_TASK ITEM_
List each line of the data that holds the string "scale".

_PROVIDED INFORMATION_
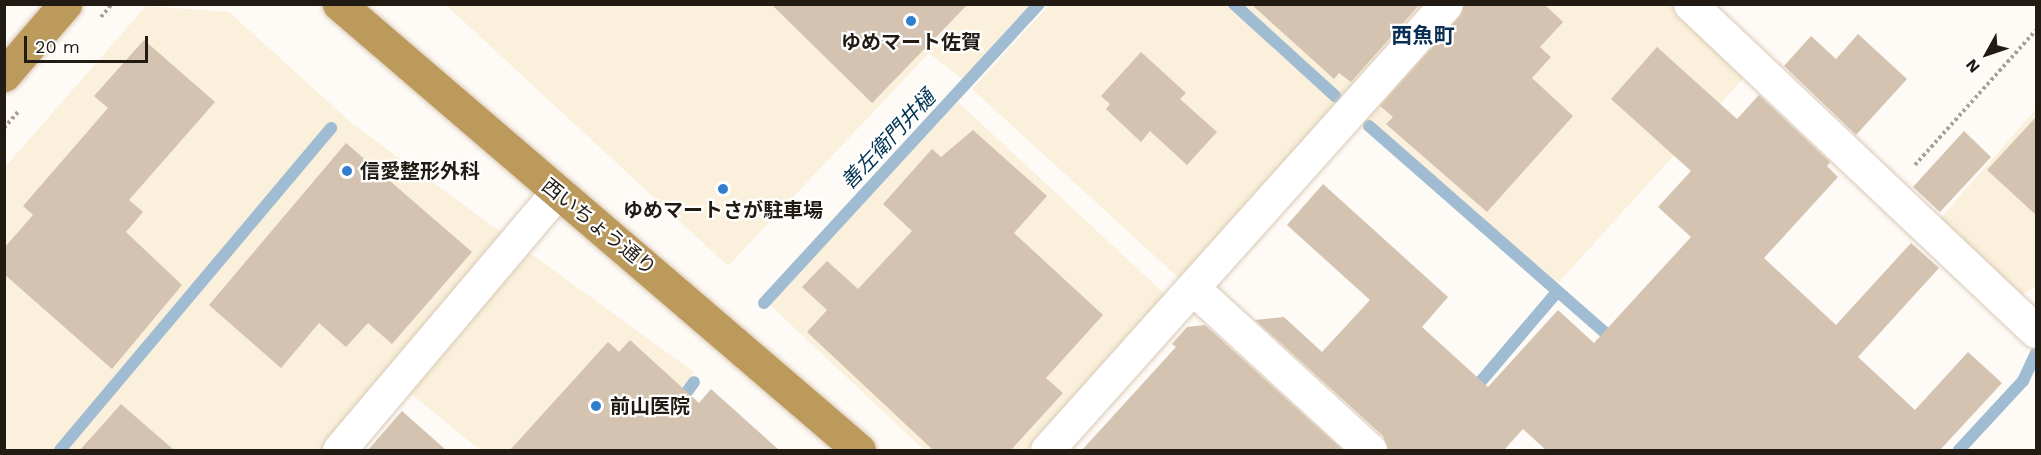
<!DOCTYPE html>
<meta charset="utf-8">
<style>
body{margin:0}
#map{position:relative;width:2041px;height:455px;overflow:hidden;background:#fefaf6;font-family:"Work Sans","Noto Sans JP",sans-serif}
div>[style]{position:absolute}
.commercial>*{inset:0;background:#faf0db}
.stream>*{height:12px;margin:-6px;padding:0 6px;transform-origin:6px;border-radius:6px;background:#a0bcd2}
.building>*{inset:0;background:#d3c3b0}
.path>*{height:4px;margin-top:-2px;transform-origin:0;background:repeating-linear-gradient(90deg,#a5a09b 0 3px,transparent 0 6px)}
.roads{filter:drop-shadow(0 0 2px #d9c9b6) drop-shadow(0 0 2px #d9c9b6)}
.minor>*{height:33px;margin:-16.5px;padding:0 16.5px;transform-origin:16.5px;border-radius:16.5px;background:#fff}
.trunk>*{height:33px;margin:-16.5px;padding:0 16.5px;transform-origin:16.5px;border-radius:16.5px;background:#bb9a5c}
.dots>*{width:16px;height:16px;translate:-50% -50%;box-sizing:border-box;border:3px solid #fff;border-radius:50%}
span{translate:-50% -50%;white-space:nowrap;text-align:center;line-height:1.15;-webkit-text-stroke:4.5px #fff;paint-order:stroke}
.poi-label{font-size:20px;color:#211b14;font-weight:700}
.left{translate:0 -50%;text-align:left}
.street-label{font-size:20px;color:#211b14}
.neighbourhood-label{font-size:21px;color:#092e54;font-weight:700}
.water-label{font-size:21px;color:#003351;font-style:italic}
.frame{position:absolute;inset:0;border:6px solid #211b14;pointer-events:none}
.north{position:absolute;left:1957px;top:24px;width:60px;height:60px;-webkit-text-stroke:4px #fff;paint-order:stroke;rotate:230deg;font-size:16px;font-weight:700;line-height:24px;text-align:center;color:#211b14}
.north::after{content:'';display:block;margin:auto;width:21px;height:27px;background:#211b14;clip-path:polygon(50% 0,100% 100%,50% 72%,0 100%)}
.scale{position:absolute;left:24px;top:36px;width:124px;height:27px;box-sizing:border-box;border:3px solid #211b14;border-top:0;padding-left:8px;font-size:18px;line-height:21px;white-space:nowrap;color:#211b14;-webkit-text-stroke:4px #fff;paint-order:stroke}
</style>
<div id="map">
<div class="commercial">
<div style="clip-path:polygon(446px 5px,1029px 5px,962px 79px,929px 53px,728px 266px)"></div>
<div style="clip-path:polygon(1049px 5px,1426px 5px,1181px 280px,972px 89px)"></div>
<div style="clip-path:polygon(1467px 5px,1669px 5px,1748px 73px,1551px 291px,1363px 123px)"></div>
<div style="clip-path:polygon(146px 6px,229px 12px,355px 126px,694px 372px,633px 450px,480px 450px,388px 375px,324px 450px,5px 450px,5px 167px)"></div>
<div style="clip-path:polygon(958px 102px,1167px 296px,1028px 450px,924px 450px,769px 304px)"></div>
<div style="clip-path:polygon(2036px 109px,2036px 287px,2020px 295px,1939px 220px)"></div>
</div>
<div class="stream">
<div style="left:1234px;top:4px;width:137px;rotate:42.3deg"></div>
<div style="left:1369px;top:126px;width:327px;rotate:41.2deg"></div>
<div style="left:764px;top:303px;width:406px;rotate:-47.4deg"></div>
<div style="left:1471px;top:393px;width:131px;rotate:-49.6deg"></div>
<div style="left:678px;top:404px;width:27px;rotate:-54deg"></div>
<div style="left:60px;top:450px;width:421px;rotate:-49.9deg"></div>
<div style="left:1959px;top:450px;width:94px;rotate:-47.2deg"></div>
<div style="left:2023px;top:381px;width:31px;rotate:-65deg"></div>
</div>
<div class="building">
<div style="clip-path:polygon(771px 4px,968px 4px,872px 103px)"></div>
<div style="clip-path:polygon(1251px 4px,1420px 4px,1351px 82px,1339px 73px,1334px 79px)"></div>
<div style="clip-path:polygon(1464px 4px,1544px 4px,1563px 22px,1540px 47px,1551px 57px,1532px 78px,1573px 116px,1487px 212px,1386px 124px,1393px 117px,1380px 106px,1460px 16px)"></div>
<div style="clip-path:polygon(1858px 34px,1907px 79px,1856px 135px,1784px 66px,1811px 36px,1836px 59px)"></div>
<div style="clip-path:polygon(144px 40px,215px 102px,129px 200px,143px 212px,126px 232px,182px 285px,112px 369px,4px 274px,4px 248px,33px 215px,23px 206px,108px 108px,94px 96px)"></div>
<div style="clip-path:polygon(1657px 47px,1737px 119px,1759px 95px,1830px 162px,1827px 166px,1838px 177px,1764px 258px,1836px 325px,1911px 243px,1939px 268px,1858px 357px,1915px 410px,1968px 352px,2002px 383px,1940px 450px,1546px 450px,1523px 429px,1504px 450px,1388px 450px,1383px 436px,1255px 320px,1284px 317px,1322px 352px,1370px 300px,1287px 225px,1323px 184px,1448px 297px,1422px 327px,1488px 387px,1558px 310px,1594px 343px,1691px 237px,1658px 207px,1691px 171px,1611px 99px)"></div>
<div style="clip-path:polygon(1141px 52px,1186px 93px,1180px 99px,1217px 132px,1187px 165px,1150px 131px,1141px 142px,1106px 109px,1110px 104px,1101px 96px)"></div>
<div style="clip-path:polygon(2037px 116px,2037px 216px,1987px 170px)"></div>
<div style="clip-path:polygon(973px 130px,1047px 196px,1014px 233px,1103px 315px,1046px 378px,1063px 393px,1011px 450px,933px 450px,807px 332px,827px 310px,802px 287px,827px 261px,858px 289px,912px 231px,883px 204px,932px 149px,941px 157px)"></div>
<div style="clip-path:polygon(1964px 131px,1991px 157px,1940px 212px,1913px 187px)"></div>
<div style="clip-path:polygon(346px 143px,472px 252px,392px 344px,368px 323px,346px 347px,319px 323px,281px 368px,209px 305px)"></div>
<div style="clip-path:polygon(1205px 325px,1343px 450px,1082px 450px,1176px 347px,1172px 344px,1187px 327px)"></div>
<div style="clip-path:polygon(630px 340px,699px 403px,711px 389px,779px 450px,510px 450px,608px 342px,619px 352px)"></div>
<div style="clip-path:polygon(121px 404px,174px 450px,80px 450px)"></div>
<div style="clip-path:polygon(402px 411px,446px 450px,368px 450px)"></div>
</div>
<div class="path">
<div style="left:101px;top:17px;width:17px;rotate:-50deg"></div>
<div style="left:4px;top:128px;width:23px;rotate:-49deg"></div>
<div style="left:1915px;top:165px;width:181px;rotate:-48.1deg"></div>
</div>
<div class="roads">
<div class="minor">
<div style="left:1690px;top:4px;width:476px;rotate:43.4deg"></div>
<div style="left:1194px;top:289px;width:239px;rotate:42.5deg"></div>
<div style="left:339px;top:450px;width:336px;rotate:-49.8deg"></div>
<div style="left:1047px;top:450px;width:598px;rotate:-48.18deg"></div>
</div>
<div class="trunk">
<div style="left:339px;top:4px;width:685px;rotate:40.62deg"></div>
<div style="left:4px;top:75px;width:94px;rotate:-49.3deg"></div>
</div>
</div>
<div class="dots">
<div style="left:911px;top:21px;background:#327ece"></div>
<div style="left:347px;top:171px;background:#327ece"></div>
<div style="left:723px;top:189px;background:#327ece"></div>
<div style="left:596px;top:406px;background:#327ece"></div>
</div>
<div class="poi-label">
<span style="left:911px;top:42px">ゆめマート佐賀</span>
<span class="left" style="left:360px;top:171px">信愛整形外科</span>
<span style="left:723px;top:210px">ゆめマートさが駐車場</span>
<span class="left" style="left:610px;top:406px">前山医院</span>
</div>
<div class="street-label">
<span style="left:599px;top:227px;rotate:39deg">西いちょう通り</span>
</div>
<div class="neighbourhood-label">
<span style="left:1423px;top:36px">西魚町</span>
</div>
<div class="water-label">
<span style="left:888px;top:140px;rotate:-47deg">善左衛門井樋</span>
</div>
<div class="frame"></div>
<div class="north">N</div>
<div class="scale">20 m</div>
</div>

_SOLVED EXERCISE_
.scale{position:absolute;left:24px;top:36px;width:124px;height:27px;box-sizing:border-box;border:3px solid #211b14;border-top:0;padding-left:8px;font-size:18px;line-height:21px;white-space:nowrap;color:#211b14;-webkit-text-stroke:4px #fff;paint-order:stroke}
<div class="scale">20 m</div>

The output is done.